Quick start: Create a new project

The first step in performing a QRA with RISKCURVES is creating a project.

Start RISKCURVES (see “Installing the software and starting RISKCURVES”) and choose File | “New” from the main menu or press the “New project” toolbar button. The user is asked for a project name, and an empty project tree will be created.

To create and run a QRA calculation, the following steps need to be taken:

1.Add a background map 2.Verify Calculation settings 3.Define meteorological conditions 4.Define population distribution

5.Define Stationary or Transport equipment locations 6.Add Scenarios to equipment location

7.Entering consequence model set data 8.Performing the risk calculation

9.Evaluate results of the calculation

10.Optionally, define Cumulation sets , to make a subset of scenarios

11.Optionally, define Comparison sets , to compare different calculations or cumulations 12.Optionally, define Analysis points, to compare risk at specific locations

2.3.1 1 Add a background map

The use of a topographic background maps is very useful and highly recommended. Got to the background node and select < Right mouse> < Add background>. A new (Red) node will be created. Select the node and use the browse button in the input panel to select a background file. Currently supported formats are: JPG, PNG, BMP, TIF and TIF as pixel oriented files, and DXF and SHP as vector formats.

Note that pixel formats require the use of a ESRI worldfile to be able to determine scale and location of the image, whereas the vector formats SHP and DWG already include scale and position information.

RISKCURVES supports the use of multiple backgrounds, so a background can be composed of adjacent or overlapping images.

2.3.2 2 Verify calculation settings

Without any additional user input, RISKCURVES will perform calculation with default settings for “Accuracy” “Vulnerability” and “Environment” parameters.

The “Environment” block is most likely to be modified since it describes typical environmental conditions applicable for the region were the QRA is to be performed: parameters like ambient temperature, water temperature, humidity, surface roughness, solar radiation flux, latitude and cloud cover are country and even location dependent.

The values that are entered here will be "pushed" into each modelset that will perform a consequence calculation.

One can define or alter default environment to be used when creating a new project by using menu “Edit” “Options” “Default environment”.

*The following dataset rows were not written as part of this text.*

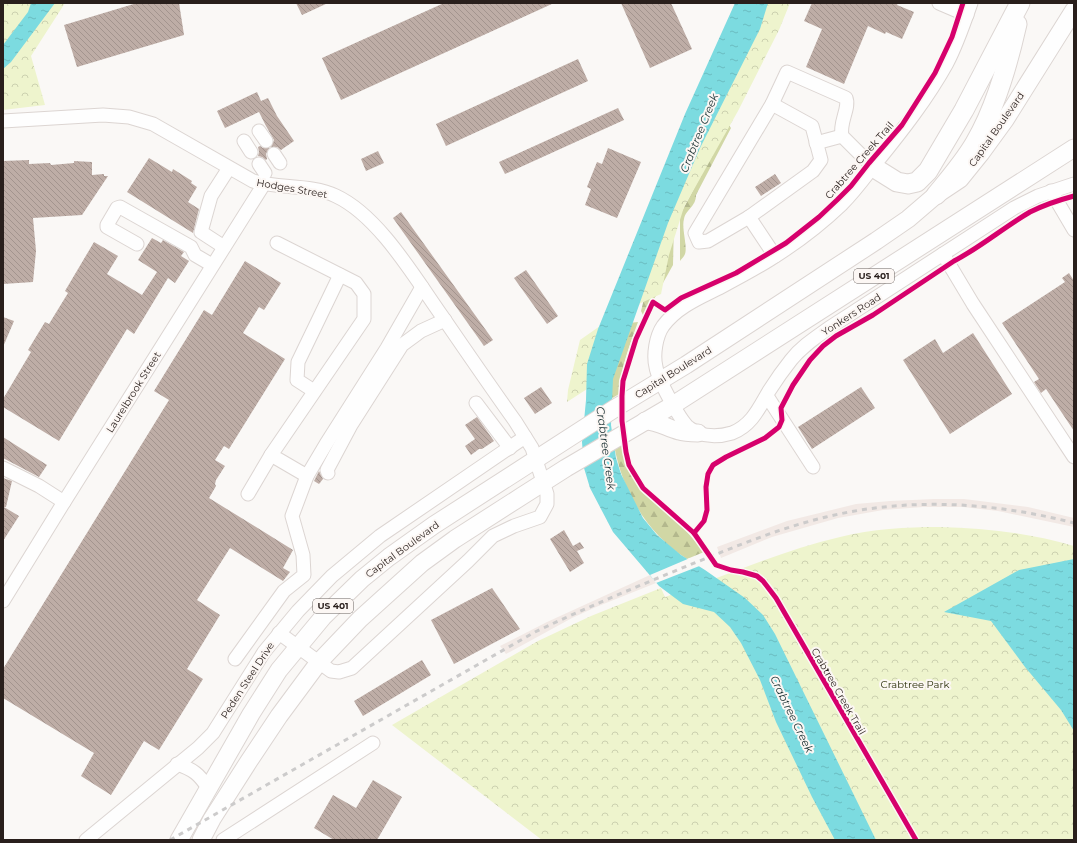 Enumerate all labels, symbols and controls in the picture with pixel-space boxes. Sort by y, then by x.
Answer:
street label: Capital Boulevard [966,89,1027,169]
water label: Crabtree Creek [677,91,721,175]
street label: Crabtree Creek Trail [822,119,896,202]
street label: Hodges Street [255,176,328,201]
road number: US 401 [854,269,894,283]
street label: Yonkers Road [819,290,883,338]
street label: Capital Boulevard [632,344,714,401]
street label: Laurelbrook Street [103,349,164,435]
water label: Crabtree Creek [593,405,619,491]
street label: Capital Boulevard [363,518,442,581]
road number: US 401 [313,599,353,613]
street label: Peden Steel Drive [218,639,277,721]
street label: Crabtree Creek Trail [808,645,869,737]
water label: Crabtree Creek [767,673,817,755]
park label: Crabtree Park [881,678,949,691] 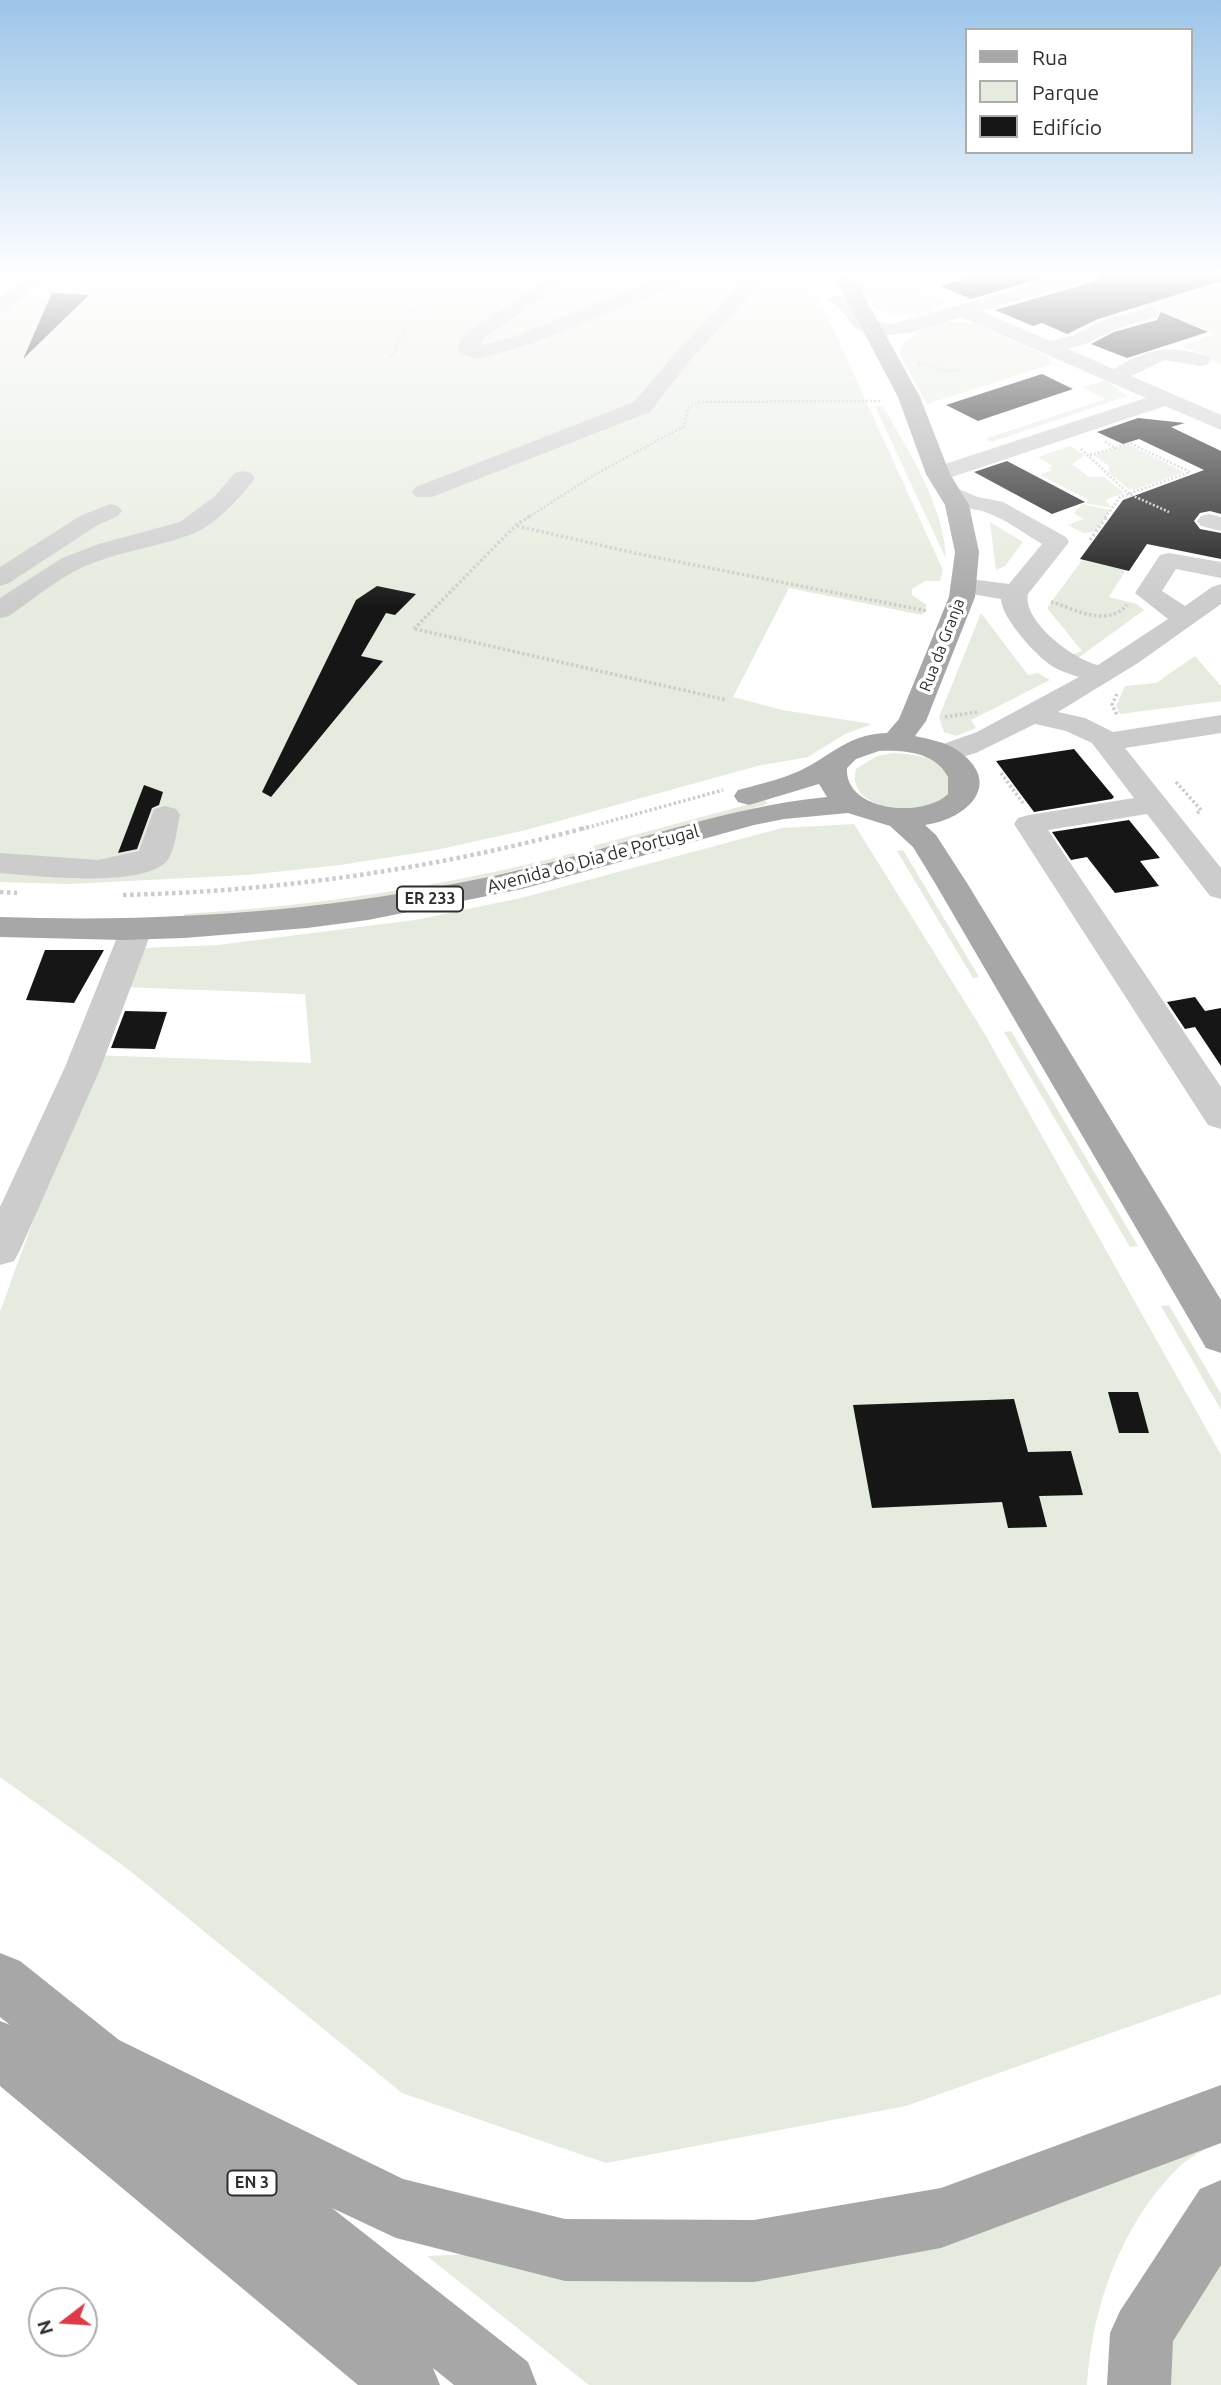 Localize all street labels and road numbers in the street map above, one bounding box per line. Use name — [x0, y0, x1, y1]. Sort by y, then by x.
street label: Rua da Granja — [915, 596, 969, 694]
street label: Avenida do Dia de Portugal — [485, 820, 701, 898]
road number: ER 233 — [397, 886, 463, 911]
road number: EN 3 — [228, 2170, 276, 2196]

2.3.3 3 Define meteorological conditions

The probability of a risk occurring at a specific location is highly influenced by the probability of the wind blowing from the accident location towards that location. In order to take this into account, a meteorological definition has to be supplied. Meteo data consists of the definition of typical Pasquill stability class with a wind speed (e.g. D5 or F2), the probability of that class occurring, and the probability for the wind-directions for that class and is applicable for the region where the scenario’s are to be defined. This data is usually supplied by meteorological station at airports etc. and can be predefined for met-stations at your country.

A new meteo-station definition can be added under menu “Edit”, “Option” “default meteo distribution” and the browse button:

All definitions that are provided in “Options” can be selected in the combobox in the input panel of the Meteo data node:

Once a meteo station location has been entered, the red label will turn to black, illustrating that acceptable input has been provided.

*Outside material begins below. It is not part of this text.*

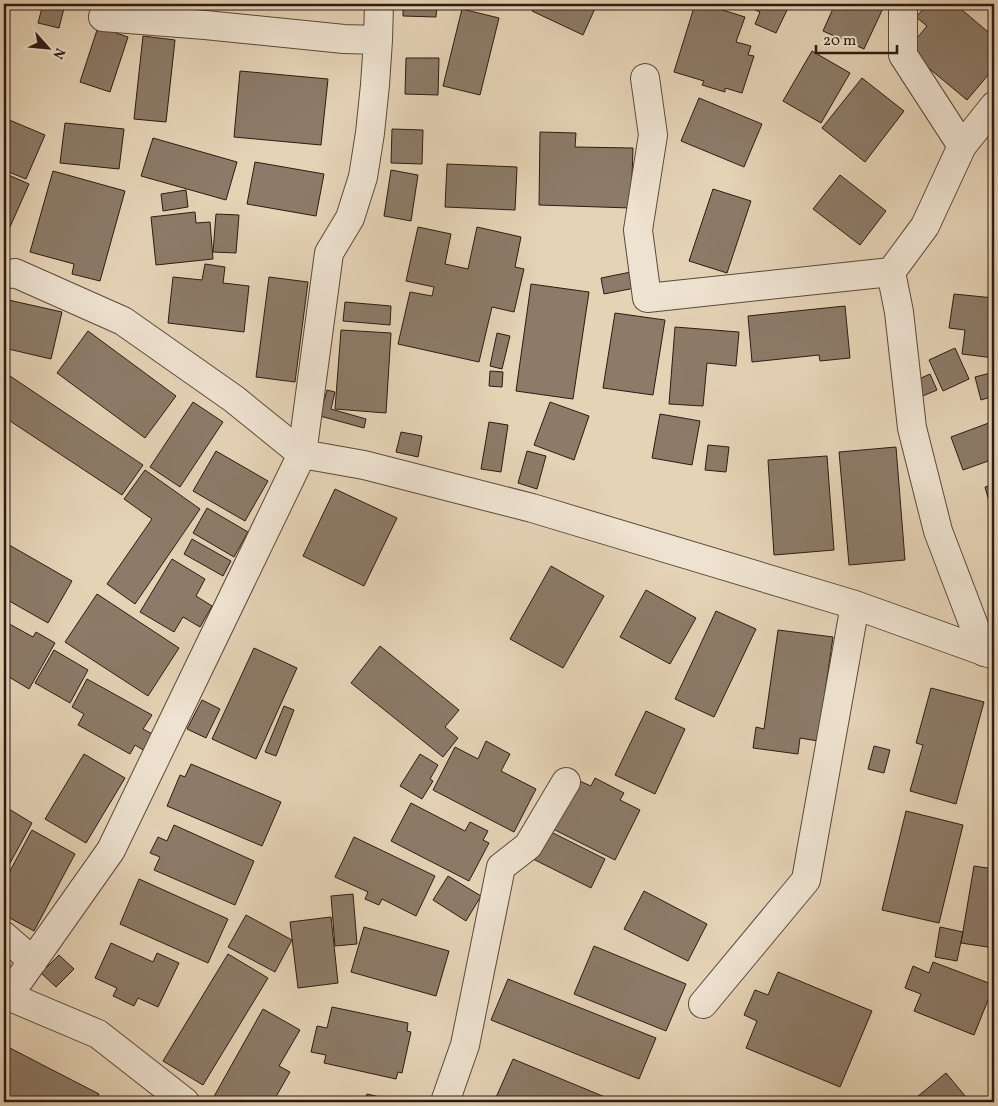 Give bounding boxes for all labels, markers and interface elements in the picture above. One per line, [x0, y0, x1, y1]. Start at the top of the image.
north arrow [22, 22, 72, 72]
scale bar [816, 22, 897, 54]
text: 20 m [823, 31, 856, 52]
text: N [47, 44, 69, 62]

Note that the provided (Dutch) meteo station definitions all contain 6 weather classes, but it is also possible to use only two any other number of different Pasquill classes. Using only two classes imply that calculation time will be reduced since the consequence models need to perform two calculations.

The spatial distribution of occurance of specific wind directions can be visualised in a windrose view

2.3.4 4 Define population distribution

This step is only required if a user wants to calculate societal risk, which includes risk of actual exposed population. Population always distinguishes separate population during day and population at night definitions.

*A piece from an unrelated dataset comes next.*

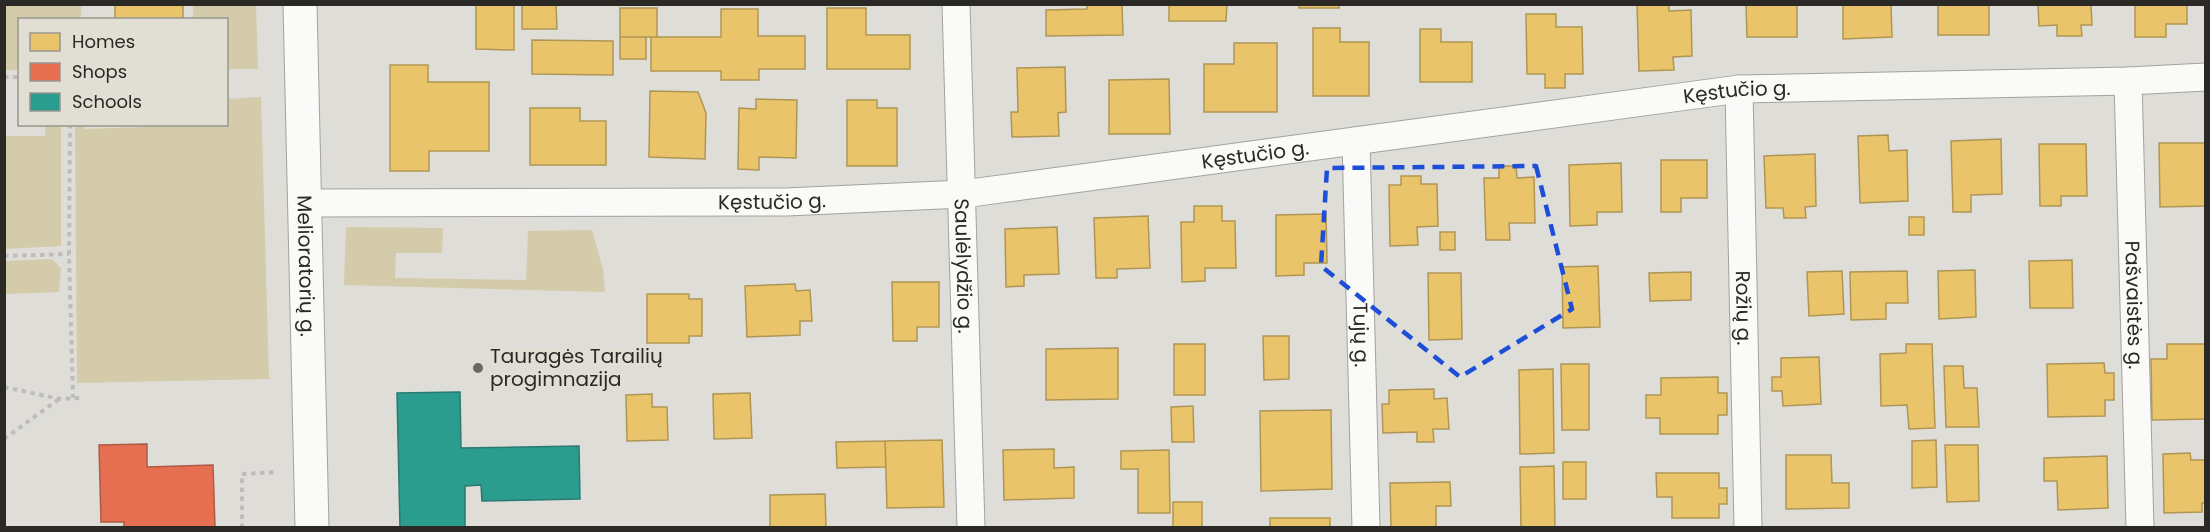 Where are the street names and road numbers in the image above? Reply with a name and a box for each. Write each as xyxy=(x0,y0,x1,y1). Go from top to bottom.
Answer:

To add population, select the <Total population> node and use < Right mouse> <Import Population> or < Add Population Polygon>.

Note that as of version 9, it is possible to combine multiple grids or polygons; the resulting end population will be created on the base of ALL grids an polygons defined in the yotal population node, using the defined population grid cell size.

Population import Wizard

A population grid can be imported from an ASCII based grid, ESRI grid format (provided by local authorities) or the previous RISKCURVES Vs 7 .POP file.

Apart from grid based input files, population can be also created from polygons loaded a shape file.

To import an external grid, select the "import population" from the popup menu at a population node.

Follow the suggestions by either selecting a Population Grid (cell based distribution) or select Population Polygons, which are separate area definitions that can be edited separately after importing. When using highly detailed shape files, containing real "building"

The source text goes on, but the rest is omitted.